### EXERCISE DETAILS
Determine the count of lines in the data below that include the word "translate", and give nothing besides it.
═════ RECORDS SUPPLIED
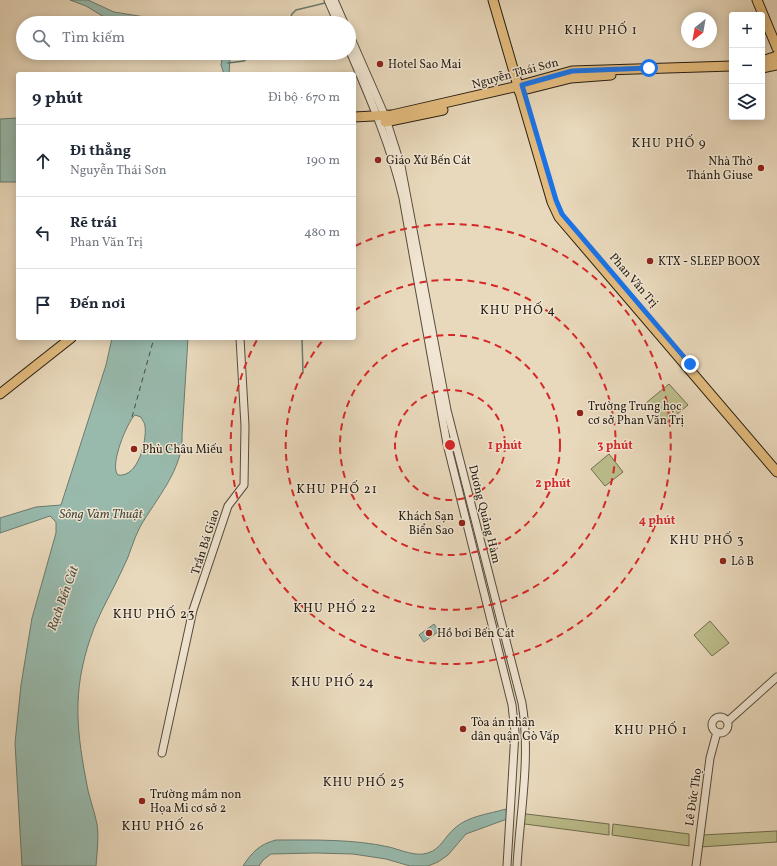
<!DOCTYPE html>
<html lang="vi">
<meta charset="utf-8">
<style>
:root{--surface:#fff;--page:#f2f2f3;--text:#1f2937;--muted:#747a83;--line:#e0e1e3}
body{margin:0;font-family:Vollkorn,serif;background:var(--page);color:var(--text)}
.controls{position:absolute;right:12px;top:12px;display:grid;overflow:hidden;border-radius:4px;box-shadow:0 2px 10px #0003}
.controls button{width:36px;height:36px;display:grid;place-items:center;padding:0;border:0;border-bottom:1px solid var(--line);background:var(--surface);color:var(--text);font:20px sans-serif}
.compass{position:absolute;left:681px;top:12px;width:36px;height:36px;border-radius:50%;background:var(--surface);box-shadow:0 2px 10px #0003;rotate:211deg}
.stop{position:absolute;width:12px;height:12px;margin:-9px;border:3px solid #1a73e8;border-radius:50%;background:#fff}
.stop.end{background:#1a73e8;border-color:#fff;box-shadow:0 1px 4px #0008}
.list{margin:0;padding:0;list-style:none}
h2{display:flex;justify-content:space-between;align-items:center;height:52px;margin:0;padding:0 16px;font-size:17px}
h2 small{font-size:13px;font-weight:400;color:var(--muted)}
.list li{display:grid;grid-template-columns:26px 1fr auto;gap:12px;align-items:center;box-sizing:border-box;height:72px;padding:0 16px;border-top:1px solid var(--line)}
.list b{display:block;font-size:15px;white-space:nowrap}
.list p{margin:0;font-size:13px;white-space:nowrap;color:var(--muted)}
.list em{font-size:13px;font-style:normal;color:var(--muted)}
.icon{flex:none;width:22px;height:22px;fill:none;stroke:currentColor;stroke-width:2;stroke-linecap:round;stroke-linejoin:round}
.map{position:relative;flex:none;width:777px;height:866px;overflow:hidden}
.search{position:absolute;background:var(--surface);box-shadow:0 2px 10px #0003;left:16px;top:16px;width:340px;height:44px;display:flex;align-items:center;gap:10px;box-sizing:border-box;padding:0 14px;border-radius:22px;color:var(--muted);font-size:15px}
.panel{position:absolute;background:var(--surface);box-shadow:0 2px 10px #0003;left:16px;top:72px;width:340px;height:268px;border-radius:4px}
.map>svg:first-child{display:block}
.green{fill:#bcbe8c;stroke:#706e4f}
.water{fill:#98baad;stroke:#6a7b6f;fill-rule:evenodd}
.lines{fill:none;stroke-linecap:round;stroke-linejoin:round}
.stream{stroke:#6a7b6f;stroke-width:1.5}
.ferry{stroke:#474c40;stroke-width:1;stroke-dasharray:5 4;stroke-linecap:butt}
.minor-casing{stroke:#554c3c;stroke-width:9}
.major-casing{stroke:#241d12;stroke-width:11}
.minor{stroke:#f1e6d3;stroke-width:7}
.major{stroke:#e4bc7e;stroke-width:9}
.route{stroke:#1a73e8;stroke-width:5}
.ring{fill:none;stroke:#d62828;stroke-width:2;stroke-dasharray:7 5}
.poi-dot{fill:#8f2418;stroke:#f1e6d3;stroke-width:1.5}
.labels{text-anchor:middle;stroke-width:3;stroke-linejoin:round;paint-order:stroke}
.poi-label{font-size:12px;fill:#241d12;stroke:#f1e6d3;text-anchor:start}
.street-label{font-size:12px;fill:#241d12;stroke:#f1e6d3}
.neighbourhood-label{font-size:13px;letter-spacing:1px;fill:#241d12;stroke:#f1e6d3}
.water-label{font-size:13px;font-style:italic;fill:#474c40;stroke:#f1e6d3}
.centre{fill:#d62828;stroke:#f1e6d3;stroke-width:2}
.ring-label{font-size:12px;text-anchor:middle;font-weight:bold;fill:#d62828;stroke:#f1e6d3;stroke-width:3;stroke-linejoin:round;paint-order:stroke}
</style>
<div class="map">
<svg width="777" height="866" viewBox="0 0 777 866">
<rect width="100%" height="100%" fill="#e9d9bc"/>
<filter id="stains"><feTurbulence type="fractalNoise" baseFrequency=".005" numOctaves="4"/><feColorMatrix values="0 0 0 0 .2 0 0 0 0 .09 0 0 0 0 .02 0 0 0 .5 -.17"/></filter>
<radialGradient id="worn" r=".72"><stop offset=".6" stop-color="#630" stop-opacity="0"/><stop offset="1" stop-color="#630" stop-opacity=".3"/></radialGradient>
<!-- green -->
<g class="green">
<polygon points="669,384 688,405 665,424 646,403"/>
<polygon points="609,454 623,472 605,486 591,469"/>
<polygon points="710,621 729,643 712,656 694,635"/>
<polygon points="518,813 609,824 609,835 517,823"/>
<polygon points="613,824 689,834 689,846 612,835"/>
<polygon points="777,831 777,842 700,847 702,835"/>
</g>
<!-- water -->
<g class="water">
<polygon points="70,0 88,0 114,12 182,23 114,23 86,6"/>
<polygon points="223,53 239,53 230,59 229,74 224,74 221,65"/>
<polygon points="18,118 18,182 0,182 0,119"/>
<path d="M112,338H188L182,435C184,468 156,499 140,527C133,540 130,555 123,568C114,588 102,608 94,628C73,684 75,722 86,780C88,795 94,809 97,824C99,838 97,852 96,866H22L15,743L21,685L32,618L56,533V522L50,516L0,533V518L36,507L61,505L106,365ZM135,415L141,417C142,420 145,423 145,426C147,441 138,478 118,475C109,466 127,422 135,415Z"/>
<polygon points="434,624 439,631 424,642 419,635"/>
<path d="M506,809L507,819L466,834L448,855L438,862L428,866H410L386,859L353,854L315,853L271,854L263,860L259,866H243C252,852 260,844 276,840C314,840 353,839 389,847C401,850 416,857 428,853C441,849 445,836 455,828C468,816 489,814 506,809Z"/>
</g>
<g class="lines">
<!-- stream -->
<g class="stream">
<polyline points="288,23 292,14 296,10 325,3"/>
<polyline points="228,63 244,61 256,53"/>
<polyline points="302,338 303,373"/>
</g>
<!-- ferry -->
<polyline class="ferry" points="132,417 154,338"/>
<defs>
<g id="minor">
<polyline points="328,0 338,23"/>
<polyline points="334,0 344,23"/>
<path d="M349,34L385,116L401,166L447,410L522,703C531,757 520,813 517,866"/>
<path d="M349,49C370,98 391,146 403,198L447,444L512,705L515,732L507,866"/>
<circle cx="720" cy="725" r="8"/>
<polyline points="728,721 777,677"/>
<polyline points="162,753 193,610 228,506 244,485 245,426 240,338"/>
<polyline points="696,866 710,758 717,732"/>
</g>
<g id="major">
<polyline points="493,0 552,202 559,217 777,472"/>
<polyline points="757,0 777,48"/>
<polyline points="762,61 777,56"/>
<polyline points="762,68 777,65"/>
<polyline points="519,91 571,78 611,75"/>
<polyline points="354,117 392,115 514,87 572,71 732,66"/>
<polyline points="385,122 443,110"/>
<polyline points="0,394 71,338"/>
</g>
</defs>
<!-- minor casing -->
<use href="#minor" class="minor-casing"/>
<!-- major casing -->
<use href="#major" class="major-casing"/>
<!-- minor -->
<use href="#minor" class="minor"/>
<!-- major -->
<use href="#major" class="major"/>
</g>
<g class="lines">
<!-- route -->
<polyline class="route" points="649,68 572,71 522,85 556,200 562,214 690,364"/>
</g>
<!-- distance rings -->
<g class="ring">
<circle cx="450" cy="445" r="55"/>
<circle cx="450" cy="445" r="110"/>
<path d="M354 311A165 165 0 1 1 324 339"/>
<path d="M355 246A220 220 0 1 1 258 338"/>
</g>
<!-- markers -->
<g class="poi-dot">
<circle cx="380" cy="64" r="4"/>
<circle cx="378" cy="160" r="4"/>
<circle cx="761" cy="168" r="4"/>
<circle cx="650" cy="261" r="4"/>
<circle cx="580" cy="413" r="4"/>
<circle cx="134" cy="449" r="4"/>
<circle cx="462" cy="523" r="4"/>
<circle cx="723" cy="561" r="4"/>
<circle cx="429" cy="633" r="4"/>
<circle cx="463" cy="729" r="4"/>
<circle cx="142" cy="801" r="4"/>
</g>
<g class="labels">
<!-- poi labels -->
<g class="poi-label">
<text x="388" y="68">Hotel Sao Mai</text>
<text x="386" y="164">Giáo Xứ Bến Cát</text>
<text x="753" y="165" text-anchor="end">Nhà Thờ<tspan x="753" dy="14">Thánh Giuse</tspan></text>
<text x="658" y="265">KTX - SLEEP BOOX</text>
<text x="588" y="410">Trường Trung học<tspan x="588" dy="14">cơ sở Phan Văn Trị</tspan></text>
<text x="142" y="453">Phù Châu Miếu</text>
<text x="454" y="520" text-anchor="end">Khách Sạn<tspan x="454" dy="14">Biển Sao</tspan></text>
<text x="731" y="565">Lô B</text>
<text x="437" y="637">Hồ bơi Bến Cát</text>
<text x="471" y="726">Tòa án nhân<tspan x="471" dy="14">dân quận Gò Vấp</tspan></text>
<text x="150" y="798">Trường mầm non<tspan x="150" dy="14">Họa Mi cơ sở 2</tspan></text>
</g>
<!-- street labels -->
<g class="street-label">
<text transform="translate(515 73) rotate(-15)" y="4">Nguyễn Thái Sơn</text>
<text transform="translate(634 280) rotate(49)" y="4">Phan Văn Trị</text>
<text transform="translate(485 514) rotate(76)" y="4">Dương Quảng Hàm</text>
<text transform="translate(205 542) rotate(-72)" y="4">Trần Bá Giao</text>
<text transform="translate(693 797) rotate(-82)" y="4">Lê Đức Thọ</text>
</g>
<!-- neighbourhood labels -->
<g class="neighbourhood-label">
<text x="601" y="34">KHU PHỐ 1</text>
<text x="669" y="147">KHU PHỐ 9</text>
<text x="518" y="314">KHU PHỐ 4</text>
<text x="337" y="493">KHU PHỐ 21</text>
<text x="707" y="544">KHU PHỐ 3</text>
<text x="335" y="612">KHU PHỐ 22</text>
<text x="154" y="618">KHU PHỐ 23</text>
<text x="333" y="686">KHU PHỐ 24</text>
<text x="651" y="734">KHU PHỐ 1</text>
<text x="364" y="786">KHU PHỐ 25</text>
<text x="163" y="830">KHU PHỐ 26</text>
</g>
<!-- water labels -->
<g class="water-label">
<text x="101" y="518">Sông Vàm Thuật</text>
<text transform="translate(62 598) rotate(-70)" y="5">Rạch Bến Cát</text>
</g>
</g>
<circle cx="450" cy="445" r="6" class="centre"/>
<g class="ring-label">
<text x="505" y="449">1 phút</text>
<text x="615" y="449">3 phút</text>
<text x="553" y="487">2 phút</text>
<text x="657" y="524">4 phút</text>
</g>
<rect width="100%" height="100%" filter="url(#stains)"/>
<rect width="100%" height="100%" fill="url(#worn)"/>
</svg>
<div class="controls">
<button>+</button>
<button>−</button>
<button><svg class="icon" aria-label="layers" viewBox="0 0 24 24"><path d="M12 4l9 5-9 5-9-5zM3 14l9 5 9-5"/></svg></button>
</div>
<svg class="compass" viewBox="-18 -18 36 36"><path d="M0-13l5 13h-10z" fill="#e53935"/><path d="M0 13l5-13h-10z" fill="#747a83"/></svg>
<div class="stop" style="left:649px;top:68px"></div>
<div class="stop end" style="left:690px;top:364px"></div>
<div class="search"><svg class="icon" aria-label="search" viewBox="0 0 24 24"><circle cx="10" cy="10" r="6"/><path d="M15 15l6 6"/></svg>Tìm kiếm</div>
<section class="panel">
<h2>9 phút<small>Đi bộ · 670 m</small></h2>
<ul class="list">
<li><svg class="icon" aria-label="ahead" viewBox="0 0 24 24"><path d="M12 20V5M6 11l6-6 6 6"/></svg><div><b>Đi thẳng</b><p>Nguyễn Thái Sơn</p></div><em>190 m</em></li>
<li><svg class="icon" aria-label="left" viewBox="0 0 24 24"><path d="M17 20v-9H6M10 6l-5 5 5 5"/></svg><div><b>Rẽ trái</b><p>Phan Văn Trị</p></div><em>480 m</em></li>
<li><svg class="icon" aria-label="arrive" viewBox="0 0 24 24"><path d="M6 21V4h12l-3 4 3 4H6"/></svg><div><b>Đến nơi</b></div></li>
</ul>
</section>
</div>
══════════
### WRITTEN RESPONSE
6